Contrary to expectations from industry leaders such as Bank of America CEO Brian Moynihan and JPMorgan Chase CEO Jamie Dimon, consumers displayed resilience. Bank of America now anticipates a positive economic outlook extending through 2025.

Analysts are optimistic about the economy’s stabilization without experiencing a hard landing, a previously uncertain outcome. Economist Stephen Juneau from Bank of America recently voiced a constructive outlook, forecasting a gradual reduction in Federal Reserve rates over the next five quarters, potentially reaching 3% by the end of 2025. This trend is expected to bolster real wage growth and consumer spending, counteracting earlier forecasts of household financial strain.

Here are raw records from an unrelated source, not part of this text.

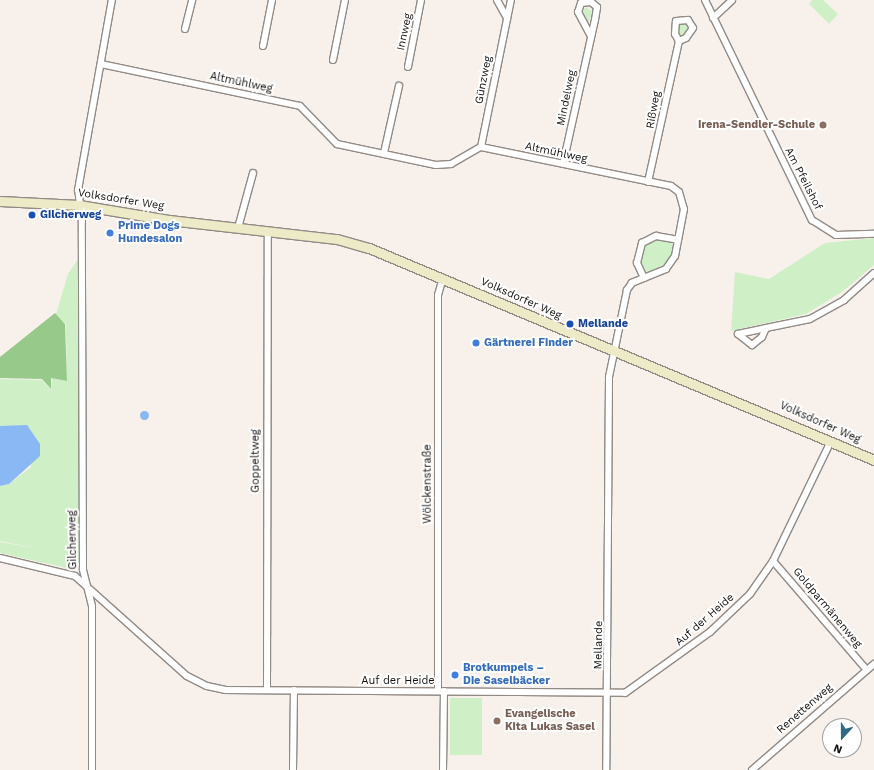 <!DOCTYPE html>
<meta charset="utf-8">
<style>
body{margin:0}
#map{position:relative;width:874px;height:770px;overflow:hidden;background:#f8f1eb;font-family:"Work Sans",sans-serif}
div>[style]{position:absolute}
.green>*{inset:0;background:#cfefc7;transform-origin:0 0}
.forest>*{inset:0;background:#97c98b}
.water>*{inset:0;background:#8ab8f5}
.round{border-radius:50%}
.roads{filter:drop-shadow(1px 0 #918a85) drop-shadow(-1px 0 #918a85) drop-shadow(0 1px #918a85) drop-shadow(0 -1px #918a85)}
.street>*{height:6px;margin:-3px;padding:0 3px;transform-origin:3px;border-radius:3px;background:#fff}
.secondary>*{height:9px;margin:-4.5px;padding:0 4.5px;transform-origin:4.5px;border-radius:4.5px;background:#edeac8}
.dots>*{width:11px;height:11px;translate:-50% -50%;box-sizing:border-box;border:2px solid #fff;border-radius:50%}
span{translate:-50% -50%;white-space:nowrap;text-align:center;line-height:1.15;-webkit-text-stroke:4px #fff;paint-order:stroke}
.street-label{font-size:11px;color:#12100e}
.education-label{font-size:11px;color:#785e54;font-weight:700}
.right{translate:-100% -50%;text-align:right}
.left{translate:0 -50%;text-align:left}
.transit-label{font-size:11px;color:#164399;font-weight:700}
.shop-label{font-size:11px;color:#366cbe;font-weight:700}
.north{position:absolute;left:822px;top:718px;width:40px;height:40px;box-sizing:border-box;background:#fff;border:1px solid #a09f9f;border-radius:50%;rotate:201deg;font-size:11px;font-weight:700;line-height:16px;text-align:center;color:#12100e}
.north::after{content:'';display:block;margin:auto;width:14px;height:18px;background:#306982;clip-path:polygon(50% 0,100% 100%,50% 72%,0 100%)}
</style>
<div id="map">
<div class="green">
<div style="clip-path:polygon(812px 0,823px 0,838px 14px,829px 24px,809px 4px)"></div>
<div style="clip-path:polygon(586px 7px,592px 11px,588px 27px,582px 12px)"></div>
<div style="clip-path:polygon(688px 20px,692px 28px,680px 40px,675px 34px,677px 21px)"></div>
<div style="clip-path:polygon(874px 238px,874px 265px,842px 292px,806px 314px,731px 331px,735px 272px,769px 279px,825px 243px)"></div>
<div style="clip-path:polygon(658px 239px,674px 244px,672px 254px,665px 264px,648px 274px,641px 262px,642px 253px,645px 246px)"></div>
<div style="clip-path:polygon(78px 259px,79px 563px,71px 569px,0 553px,0 542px,40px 549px,0 541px,0 486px,9px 484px,31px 467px,22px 428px,0 426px,0 379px,42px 380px,51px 390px,52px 378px,67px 381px,66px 324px,56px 314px,68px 274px)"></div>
<div style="left:450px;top:698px;width:32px;height:57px"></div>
</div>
<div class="forest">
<div style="clip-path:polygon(55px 313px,65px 324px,67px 381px,51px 378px,51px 389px,42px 379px,0 378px,0 357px)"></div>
</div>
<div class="water">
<div class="round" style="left:139.5px;top:410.5px;width:9px;height:9px"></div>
<div style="clip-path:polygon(27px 425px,40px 444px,40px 456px,9px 484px,0 486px,0 426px)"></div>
</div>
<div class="roads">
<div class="street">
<div style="left:497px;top:0;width:21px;rotate:61deg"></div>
<div style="left:705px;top:0;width:245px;rotate:64.1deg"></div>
<div style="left:812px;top:220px;width:28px;rotate:32deg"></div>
<div style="left:836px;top:235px;width:38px;rotate:-2deg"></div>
<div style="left:713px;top:18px;width:26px;rotate:-43deg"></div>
<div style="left:185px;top:29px;width:30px;rotate:-76deg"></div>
<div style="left:263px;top:46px;width:47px;rotate:-78.9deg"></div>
<div style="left:333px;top:60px;width:61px;rotate:-78.7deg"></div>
<div style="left:101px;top:64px;width:203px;rotate:11.9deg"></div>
<div style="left:300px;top:106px;width:53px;rotate:45.8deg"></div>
<div style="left:337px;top:144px;width:101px;rotate:12deg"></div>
<div style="left:436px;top:165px;width:15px;rotate:-4deg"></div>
<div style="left:451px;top:164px;width:34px;rotate:-30deg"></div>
<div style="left:481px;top:147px;width:194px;rotate:11.6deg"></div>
<div style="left:671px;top:186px;width:10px;rotate:37deg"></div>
<div style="left:679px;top:192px;width:18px;rotate:74deg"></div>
<div style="left:684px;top:209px;width:48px;rotate:100.8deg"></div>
<div style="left:675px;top:256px;width:16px;rotate:125deg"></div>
<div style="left:666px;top:269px;width:37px;rotate:158deg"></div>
<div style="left:632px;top:283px;width:9px;rotate:126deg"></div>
<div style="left:627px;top:290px;width:89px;rotate:101.7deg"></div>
<div style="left:609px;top:377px;width:393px;rotate:90.4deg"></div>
<div style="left:408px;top:67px;width:68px;rotate:-79deg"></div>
<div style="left:481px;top:147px;width:150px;rotate:-78.5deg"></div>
<div style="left:384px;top:153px;width:69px;rotate:-77.4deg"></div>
<div style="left:563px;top:164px;width:148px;rotate:-77.5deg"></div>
<div style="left:595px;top:20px;width:13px;rotate:-81deg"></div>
<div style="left:597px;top:7px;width:8px;rotate:-140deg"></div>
<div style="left:591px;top:2px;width:10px;rotate:174deg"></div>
<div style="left:581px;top:3px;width:9px;rotate:108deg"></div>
<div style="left:578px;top:12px;width:26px;rotate:62deg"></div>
<div style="left:648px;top:182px;width:144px;rotate:-77.6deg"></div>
<div style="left:679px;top:41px;width:8px;rotate:-120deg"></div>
<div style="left:675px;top:34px;width:13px;rotate:-86deg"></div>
<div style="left:676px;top:21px;width:12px;rotate:-5deg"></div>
<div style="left:688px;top:20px;width:9px;rotate:58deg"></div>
<div style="left:693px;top:28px;width:12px;rotate:125deg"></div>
<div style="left:686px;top:38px;width:8px;rotate:157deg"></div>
<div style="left:238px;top:228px;width:57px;rotate:-74.7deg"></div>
<div style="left:644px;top:278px;width:17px;rotate:-115deg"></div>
<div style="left:637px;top:263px;width:21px;rotate:-76deg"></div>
<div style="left:642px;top:243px;width:16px;rotate:-27deg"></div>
<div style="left:656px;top:236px;width:22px;rotate:10deg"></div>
<div style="left:766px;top:328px;width:10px;rotate:114deg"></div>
<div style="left:762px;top:337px;width:13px;rotate:141deg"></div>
<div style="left:752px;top:345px;width:18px;rotate:-142deg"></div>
<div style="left:738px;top:334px;width:29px;rotate:-12deg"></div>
<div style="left:766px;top:328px;width:45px;rotate:-11.6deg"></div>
<div style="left:810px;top:319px;width:39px;rotate:-29deg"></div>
<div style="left:844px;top:300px;width:40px;rotate:-42deg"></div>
<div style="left:0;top:558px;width:77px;rotate:13.5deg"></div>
<div style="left:75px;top:576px;width:150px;rotate:41.8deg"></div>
<div style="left:187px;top:676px;width:22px;rotate:27deg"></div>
<div style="left:207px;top:686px;width:19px;rotate:12deg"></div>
<div style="left:226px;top:690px;width:399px;rotate:0.4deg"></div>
<div style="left:625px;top:693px;width:105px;rotate:-35.7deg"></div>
<div style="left:710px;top:632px;width:55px;rotate:-43.5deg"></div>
<div style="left:750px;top:594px;width:40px;rotate:-55.1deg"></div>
<div style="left:773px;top:561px;width:133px;rotate:-64.2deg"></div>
<div style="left:773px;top:561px;width:143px;rotate:49.3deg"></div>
<div style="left:267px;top:690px;width:458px;rotate:-89.9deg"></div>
<div style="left:438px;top:691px;width:396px;rotate:-90deg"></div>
<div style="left:438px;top:295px;width:18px;rotate:-74deg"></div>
<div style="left:92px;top:770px;width:164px;rotate:-90deg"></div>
<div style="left:92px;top:606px;width:38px;rotate:-104deg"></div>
<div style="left:83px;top:569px;width:348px;rotate:-90.2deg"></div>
<div style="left:82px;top:221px;width:31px;rotate:-97deg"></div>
<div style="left:78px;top:190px;width:193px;rotate:-79.9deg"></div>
<div style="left:293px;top:770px;width:80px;rotate:-89.3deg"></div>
<div style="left:443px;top:770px;width:79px;rotate:-89.3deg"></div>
<div style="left:752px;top:770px;width:162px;rotate:-41deg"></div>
</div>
<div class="secondary">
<div style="left:0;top:201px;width:79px;rotate:2.9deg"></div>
<div style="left:79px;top:205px;width:91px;rotate:9.5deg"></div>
<div style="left:169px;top:220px;width:169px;rotate:6.5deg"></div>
<div style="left:337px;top:239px;width:33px;rotate:16deg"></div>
<div style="left:369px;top:248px;width:548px;rotate:22.77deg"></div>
</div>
</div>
<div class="dots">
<div style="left:823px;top:125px;background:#8d6e63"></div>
<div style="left:32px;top:215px;background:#1a4fb4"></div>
<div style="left:110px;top:233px;background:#3f7fe0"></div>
<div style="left:570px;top:324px;background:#1a4fb4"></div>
<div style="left:476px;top:343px;background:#3f7fe0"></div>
<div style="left:455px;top:675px;background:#3f7fe0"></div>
<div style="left:497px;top:721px;background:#8d6e63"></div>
</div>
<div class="street-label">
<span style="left:405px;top:32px;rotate:-78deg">Innweg</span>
<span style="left:484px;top:80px;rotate:-79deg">Günzweg</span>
<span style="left:241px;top:83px;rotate:12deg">Altmühlweg</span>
<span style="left:567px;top:98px;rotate:-78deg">Mindelweg</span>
<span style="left:654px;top:110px;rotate:-80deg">Rißweg</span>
<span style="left:556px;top:153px;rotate:12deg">Altmühlweg</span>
<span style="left:803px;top:179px;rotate:63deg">Am Pfeilshof</span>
<span style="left:121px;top:200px;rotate:9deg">Volksdorfer Weg</span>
<span style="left:521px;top:299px;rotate:24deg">Volksdorfer Weg</span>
<span style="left:820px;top:423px;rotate:24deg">Volksdorfer Weg</span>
<span style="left:256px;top:461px;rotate:-90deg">Goppeltweg</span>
<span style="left:428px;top:484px;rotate:-90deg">Wölckenstraße</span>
<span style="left:73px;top:540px;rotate:-91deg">Gilcherweg</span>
<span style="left:827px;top:608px;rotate:50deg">Goldparmänenweg</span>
<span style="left:705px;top:620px;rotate:-41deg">Auf der Heide</span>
<span style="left:599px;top:645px;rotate:-89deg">Mellande</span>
<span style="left:398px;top:681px">Auf der Heide</span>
<span style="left:805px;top:709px;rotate:-41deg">Renettenweg</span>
</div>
<div class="education-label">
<span class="right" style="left:815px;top:125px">Irena-Sendler-Schule</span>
<span class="left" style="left:505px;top:721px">Evangelische<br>Kita Lukas Sasel</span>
</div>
<div class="transit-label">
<span class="left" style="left:40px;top:215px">Gilcherweg</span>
<span class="left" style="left:578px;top:324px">Mellande</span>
</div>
<div class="shop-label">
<span class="left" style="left:118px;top:233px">Prime Dogs<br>Hundesalon</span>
<span class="left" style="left:484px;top:343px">Gärtnerei Finder</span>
<span class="left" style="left:463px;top:675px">Brotkumpels –<br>Die Saselbäcker</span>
</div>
<div class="north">N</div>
</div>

Consumers have generally adapted to higher rates, despite the increased costs of mortgages and debt service. The limited mobility in the housing market has reduced spending on home-related purchasing, as homeowners were reticent to assume higher mortgage rates. Juneau noted this could shift when lower Federal rates eventually “unfreeze” the market, enabling more consumer movement and associated spending.

Businesses are preparing for a busy quarter, with Bank of America data indicating that millennials and Gen Z are anticipated to spend $4,000 and $3,300, respectively, during the holiday season. In contrast, older generations plan to spend less, with Boomers intending to spend $800 and Generation X $1,200. Overall spending is expected to rise by 7% compared to 2023. Despite the anticipated higher spending, 68% of millennials and Gen Z respondents foresee financial strain and are planning to seek discounts. Mary Hines Droesch, Bank of America’s head of consumer banking, noted that early holiday shopping plans indicate consumer confidence in their financial health.

Looking toward 2025, Juneau remarked that anticipated Federal Reserve rate cuts will keep consumers actively engaged in the market. Lower rates might stimulate activity in the housing market, as new homeowners typically purchase durable goods such as appliances. The slowdown in housing has already impacted demand for DIY products, with Lowe’s reporting a 5.1% decline in comparable sales in the second quarter, and Home Depot adjusting its annual sales forecast downward.

Overall, Juneau expressed optimism about consumer behavior, citing reduced inflation, increased purchasing power, and expected Federal Reserve cuts as reasons to remain positive about consumer prospects in the near and medium term.